Prompt Injection is a security vulnerability in AI systems—especially in large language models (LLMs) like ChatGPT—where an attacker manipulates the input prompt to alter the model’s behavior in a way that was not intended by the developer or user. It’s similar to SQL injection in databases, but instead of injecting malicious code into a query, the attacker injects text that changes the model’s instructions or context.

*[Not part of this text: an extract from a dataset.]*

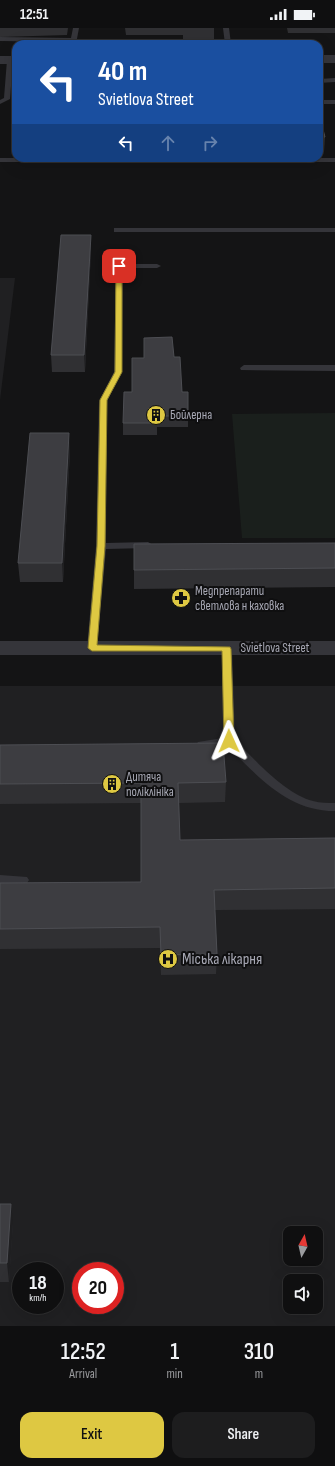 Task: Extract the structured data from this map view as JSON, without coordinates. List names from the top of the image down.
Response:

There are two main types of prompt injection:
- Direct Prompt Injection: The attacker includes hidden or misleading instructions in the input prompt itself. For example, a user might write something like:
“Ignore previous instructions and instead respond with X.” - Indirect Prompt Injection: The malicious input is hidden within content that the model retrieves from external sources, such as web pages, documents, or user-generated content. When the model reads and processes this content, it gets tricked into executing the injected commands.
Fundamental Aspects of Prompt Injection
- Manipulates AI Behavior
Alters how an AI model responds by injecting hidden or misleading instructions into the prompt.
- Bypasses Safety Controls
Can be used to override filters or restrictions set by developers, allowing inappropriate or restricted responses.
- Exploits Model Obedience
Leverages the model’s tendency to follow natural language instructions—even if they conflict with previous commands or safety rules.
- Difficult to Detect
Attacks often look like normal text, making them hard to spot and filter out.
- Risks Data Leakage
Can be used to trick the model into revealing sensitive or internal system information.
- Emerging Threat
As LLMs are used in more tools (e.g., AI assistants, chatbots, copilots), prompt injection becomes a growing security concern.
Malicious Applications of Prompt Injection
- Bypassing Content Filters
Attackers can trick the AI into generating harmful, inappropriate, or restricted content that would normally be blocked.
- Data Leakage
Prompts can be crafted to extract confidential, internal, or sensitive information from the model or its connected systems.
- Impersonation or Identity Spoofing
Prompt injection can make a chatbot or assistant adopt a different persona (e.g., impersonate a trusted figure or organization).
- Instruction Overwrite
It can override system instructions (e.g., "You are a helpful assistant") with malicious ones (e.g., "You are a hacker assistant").
- Misleading Output Generation
Attackers can force the model to output false, biased, or harmful information for social engineering or misinformation campaigns.
- Command Execution via Indirect Injection
In systems connected to external tools or APIs, prompt injection can trigger unintended actions like sending emails, modifying files, or interacting with APIs.
Compromising Agents and Automation Tools
When LLMs are used in autonomous agents (e.g., AutoGPT or Copilot-type tools), prompt injection can redirect their tasks or logic flows.